*INFORMATION SHOWN*.
'''

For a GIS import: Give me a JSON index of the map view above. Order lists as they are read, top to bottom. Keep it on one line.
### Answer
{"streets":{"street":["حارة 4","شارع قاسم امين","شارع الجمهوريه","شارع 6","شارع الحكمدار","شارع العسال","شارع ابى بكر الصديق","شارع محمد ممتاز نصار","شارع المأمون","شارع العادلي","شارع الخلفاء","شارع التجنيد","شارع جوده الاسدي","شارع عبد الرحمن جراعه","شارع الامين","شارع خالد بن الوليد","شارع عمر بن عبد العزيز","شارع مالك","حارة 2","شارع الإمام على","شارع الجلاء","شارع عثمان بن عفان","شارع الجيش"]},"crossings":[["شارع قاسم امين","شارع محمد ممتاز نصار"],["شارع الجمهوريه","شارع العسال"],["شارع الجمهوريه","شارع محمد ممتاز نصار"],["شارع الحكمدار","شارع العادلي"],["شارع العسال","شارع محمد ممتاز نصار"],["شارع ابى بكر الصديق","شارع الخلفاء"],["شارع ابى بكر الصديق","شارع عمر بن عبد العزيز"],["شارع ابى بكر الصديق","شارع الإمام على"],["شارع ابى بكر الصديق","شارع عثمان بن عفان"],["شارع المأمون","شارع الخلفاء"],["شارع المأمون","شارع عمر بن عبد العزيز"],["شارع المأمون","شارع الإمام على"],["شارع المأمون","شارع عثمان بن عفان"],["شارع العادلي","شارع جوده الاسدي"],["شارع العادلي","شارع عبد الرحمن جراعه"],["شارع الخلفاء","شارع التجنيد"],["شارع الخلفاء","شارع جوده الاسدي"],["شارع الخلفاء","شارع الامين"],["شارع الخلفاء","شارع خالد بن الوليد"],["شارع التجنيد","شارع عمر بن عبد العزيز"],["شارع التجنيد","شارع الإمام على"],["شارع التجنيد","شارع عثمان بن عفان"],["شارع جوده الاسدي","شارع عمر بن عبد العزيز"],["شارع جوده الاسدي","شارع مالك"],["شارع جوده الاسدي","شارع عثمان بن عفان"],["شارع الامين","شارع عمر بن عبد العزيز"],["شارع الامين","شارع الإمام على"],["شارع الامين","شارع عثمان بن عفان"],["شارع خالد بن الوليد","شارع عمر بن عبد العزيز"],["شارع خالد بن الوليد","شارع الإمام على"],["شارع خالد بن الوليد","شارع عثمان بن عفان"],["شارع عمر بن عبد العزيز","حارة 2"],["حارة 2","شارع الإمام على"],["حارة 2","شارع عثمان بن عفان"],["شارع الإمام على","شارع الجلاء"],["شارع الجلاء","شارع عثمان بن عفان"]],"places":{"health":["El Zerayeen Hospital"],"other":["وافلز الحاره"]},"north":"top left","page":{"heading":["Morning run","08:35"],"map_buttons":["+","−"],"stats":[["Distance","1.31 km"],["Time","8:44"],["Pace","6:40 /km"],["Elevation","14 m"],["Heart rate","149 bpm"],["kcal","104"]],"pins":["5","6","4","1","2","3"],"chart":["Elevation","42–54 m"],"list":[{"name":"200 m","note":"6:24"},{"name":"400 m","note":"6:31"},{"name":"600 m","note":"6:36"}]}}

'''

Transcribe the whole listing with nothing added or left out.

*ANSWER SPACE*.
For a GIS import: Give me a JSON index of the map view above. Order lists as they are read, top to bottom. Keep it on one line.
### Answer
{"streets":{"street":["حارة 4","شارع قاسم امين","شارع الجمهوريه","شارع 6","شارع الحكمدار","شارع العسال","شارع ابى بكر الصديق","شارع محمد ممتاز نصار","شارع المأمون","شارع العادلي","شارع الخلفاء","شارع التجنيد","شارع جوده الاسدي","شارع عبد الرحمن جراعه","شارع الامين","شارع خالد بن الوليد","شارع عمر بن عبد العزيز","شارع مالك","حارة 2","شارع الإمام على","شارع الجلاء","شارع عثمان بن عفان","شارع الجيش"]},"crossings":[["شارع قاسم امين","شارع محمد ممتاز نصار"],["شارع الجمهوريه","شارع العسال"],["شارع الجمهوريه","شارع محمد ممتاز نصار"],["شارع الحكمدار","شارع العادلي"],["شارع العسال","شارع محمد ممتاز نصار"],["شارع ابى بكر الصديق","شارع الخلفاء"],["شارع ابى بكر الصديق","شارع عمر بن عبد العزيز"],["شارع ابى بكر الصديق","شارع الإمام على"],["شارع ابى بكر الصديق","شارع عثمان بن عفان"],["شارع المأمون","شارع الخلفاء"],["شارع المأمون","شارع عمر بن عبد العزيز"],["شارع المأمون","شارع الإمام على"],["شارع المأمون","شارع عثمان بن عفان"],["شارع العادلي","شارع جوده الاسدي"],["شارع العادلي","شارع عبد الرحمن جراعه"],["شارع الخلفاء","شارع التجنيد"],["شارع الخلفاء","شارع جوده الاسدي"],["شارع الخلفاء","شارع الامين"],["شارع الخلفاء","شارع خالد بن الوليد"],["شارع التجنيد","شارع عمر بن عبد العزيز"],["شارع التجنيد","شارع الإمام على"],["شارع التجنيد","شارع عثمان بن عفان"],["شارع جوده الاسدي","شارع عمر بن عبد العزيز"],["شارع جوده الاسدي","شارع مالك"],["شارع جوده الاسدي","شارع عثمان بن عفان"],["شارع الامين","شارع عمر بن عبد العزيز"],["شارع الامين","شارع الإمام على"],["شارع الامين","شارع عثمان بن عفان"],["شارع خالد بن الوليد","شارع عمر بن عبد العزيز"],["شارع خالد بن الوليد","شارع الإمام على"],["شارع خالد بن الوليد","شارع عثمان بن عفان"],["شارع عمر بن عبد العزيز","حارة 2"],["حارة 2","شارع الإمام على"],["حارة 2","شارع عثمان بن عفان"],["شارع الإمام على","شارع الجلاء"],["شارع الجلاء","شارع عثمان بن عفان"]],"places":{"health":["El Zerayeen Hospital"],"other":["وافلز الحاره"]},"north":"top left","page":{"heading":["Morning run","08:35"],"map_buttons":["+","−"],"stats":[["Distance","1.31 km"],["Time","8:44"],["Pace","6:40 /km"],["Elevation","14 m"],["Heart rate","149 bpm"],["kcal","104"]],"pins":["5","6","4","1","2","3"],"chart":["Elevation","42–54 m"],"list":[{"name":"200 m","note":"6:24"},{"name":"400 m","note":"6:31"},{"name":"600 m","note":"6:36"}]}}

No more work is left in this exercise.